What is the KEV Catalog?
With external threats looming as a constant source of potential disruption, multiple government agencies have coordinated to compile a catalog of Known Exploited Vulnerabilities (KEV). The Known Exploited Vulnerabilities Catalog, or KEV catalog, is a database of actively exploited vulnerabilities, including those that have been exploited by ransomware campaigns, that can help application security professionals in the public and private sectors monitor threats and prioritize fixes.
A brief history of the KEV catalog
The KEV Catalog was created and is maintained by the Cybersecurity and Infrastructure Security Agency (CISA), a component of the Department of Homeland Security, and NIST, the National Institute of Standards and Technology, an agency within the Department of Commerce.
In 2021, CISA issued “Binding Operational Directive (BOD) 22-01 – Reducing the Significant Risk of Known Exploited Vulnerabilities”, which requires all federal civilian executive branch (FCEB) agencies to comply with regulations to ensure protection of government systems and information from cyberthreats. These regulations include regular monitoring of the KEV catalog and remediation of all known exploited vulnerabilities included in the catalog within specific timeframes.
Though it is not legally required for private sector organizations to follow CISA’s guidelines, all organizations with online applications and websites are strongly encouraged to regularly monitor the catalog to better protect themselves and their clients.
How does a vulnerability get added to the KEV catalog?
The KEV catalog only contains vulnerabilities that pass an evaluation process. When a new vulnerability is disclosed, it is typically assigned a Common Vulnerabilities and Exposures (CVE) ID and analyzed to determine potential impact and exploitation status. CISA then seeks feedback from security experts, federal agencies, and the private sector to gain insight into the vulnerability.
In order to be included in the catalog, the vulnerability must meet the following criteria:
- Evidence of active exploitation
- An assigned CVE ID
- Existing methods for remediation, typically from the vendor
If the vulnerability meets these criteria, it is added to the KEV catalog with detailed information. Once a vulnerability is added to the catalog, information is regularly updated to include remediation guidance.
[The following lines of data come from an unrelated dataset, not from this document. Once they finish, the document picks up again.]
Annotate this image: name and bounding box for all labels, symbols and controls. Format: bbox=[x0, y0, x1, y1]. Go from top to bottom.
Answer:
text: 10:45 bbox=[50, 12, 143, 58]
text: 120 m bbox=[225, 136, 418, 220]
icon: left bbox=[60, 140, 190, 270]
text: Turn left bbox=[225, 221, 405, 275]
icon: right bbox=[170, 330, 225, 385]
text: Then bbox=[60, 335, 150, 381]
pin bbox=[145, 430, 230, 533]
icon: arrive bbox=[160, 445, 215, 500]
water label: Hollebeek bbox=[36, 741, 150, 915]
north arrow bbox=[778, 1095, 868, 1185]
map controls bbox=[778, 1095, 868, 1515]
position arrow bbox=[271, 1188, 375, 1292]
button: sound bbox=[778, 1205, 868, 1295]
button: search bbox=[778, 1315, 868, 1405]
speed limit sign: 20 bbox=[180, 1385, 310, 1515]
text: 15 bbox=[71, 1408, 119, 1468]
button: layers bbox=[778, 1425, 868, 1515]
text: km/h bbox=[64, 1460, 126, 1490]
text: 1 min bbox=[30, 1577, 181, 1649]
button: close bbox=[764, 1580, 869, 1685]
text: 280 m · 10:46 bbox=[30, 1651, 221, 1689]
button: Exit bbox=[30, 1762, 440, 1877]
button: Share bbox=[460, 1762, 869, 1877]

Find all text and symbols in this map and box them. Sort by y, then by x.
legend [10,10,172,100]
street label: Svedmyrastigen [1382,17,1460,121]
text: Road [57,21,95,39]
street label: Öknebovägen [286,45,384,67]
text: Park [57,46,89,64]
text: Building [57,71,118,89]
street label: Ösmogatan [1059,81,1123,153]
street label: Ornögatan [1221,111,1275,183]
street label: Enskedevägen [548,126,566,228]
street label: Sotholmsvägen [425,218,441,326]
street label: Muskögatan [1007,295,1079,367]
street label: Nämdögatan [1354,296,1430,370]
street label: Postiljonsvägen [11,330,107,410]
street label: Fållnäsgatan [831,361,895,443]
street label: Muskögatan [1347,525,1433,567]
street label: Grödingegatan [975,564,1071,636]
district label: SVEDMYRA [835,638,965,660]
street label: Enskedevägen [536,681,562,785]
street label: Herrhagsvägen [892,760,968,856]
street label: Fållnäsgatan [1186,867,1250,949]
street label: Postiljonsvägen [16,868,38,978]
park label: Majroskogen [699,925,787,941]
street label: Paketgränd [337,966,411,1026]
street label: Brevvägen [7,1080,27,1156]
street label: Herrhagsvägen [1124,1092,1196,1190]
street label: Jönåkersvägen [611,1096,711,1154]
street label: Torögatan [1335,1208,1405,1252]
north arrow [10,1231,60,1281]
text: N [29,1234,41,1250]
It’s important to emphasize that vulnerabilities aren’t added to the catalog until there are ways to address them.
Prioritize with CVSS, EPSS, known exploits and reachability
Are all vulnerabilities created equally?
Though the government also maintains a National Vulnerability Database (NVD) with over 160,000 CVEs, the majority of potential vulnerabilities have no known exploits in the wild. Research from CISA indicates that less than four percent of CVEs have been exploited. However, once a CVE is exploited, threat actors move quickly, which is why regular monitoring of CVEs and their exploit status is important.
While a vulnerability may be known to many within cybersecurity, it does not typically warrant action until a public exploit is discovered. Academics frequently release papers on potential ways an exploit could be performed, but it cannot cause harm until an exploit is performed in the real world. The KEV catalog helps filter out theoretical threats from active threats by only including vulnerabilities with known exploits.
Are all actively exploited vulnerabilities in the KEV catalog?
No, not all known vulnerabilities are reported through the CVE process, even though they could be, and will thus not be included in the KEV catalog. It’s also likely that some known and unknown vulnerabilities are being actively exploited right now, but no one has discovered it yet. Other things we sometimes think of as vulnerabilities, like malicious packages, cannot be reported through the CVE process so they won’t show up in KEV either. But if you’ve installed a malicious package, there’s no question on whether it’s exploitable or not–you are actively under attack.
Prioritizing with known exploits
The KEV catalog can make it easier to determine which exploits should be addressed first. Though a CVE may have a critical severity score, if it has no known exploits, it is less of a threat than an CVE with a medium threat severity score that is listed in the KEV database, as that means there are active exploits for it. A CVE that has active exploits should always be prioritized over CVEs with only theoretical exploits.
While the KEV catalog is not the end-all, be-all of application security, it is an important tool for those within application security. Utilization of exploit information such as data from the KEV catalog, in addition to other vulnerability metrics, including Exploit Prediction Scoring System (EPSS) and Common Vulnerability Scoring System (CVSS), can aid any organization in strengthening their application security.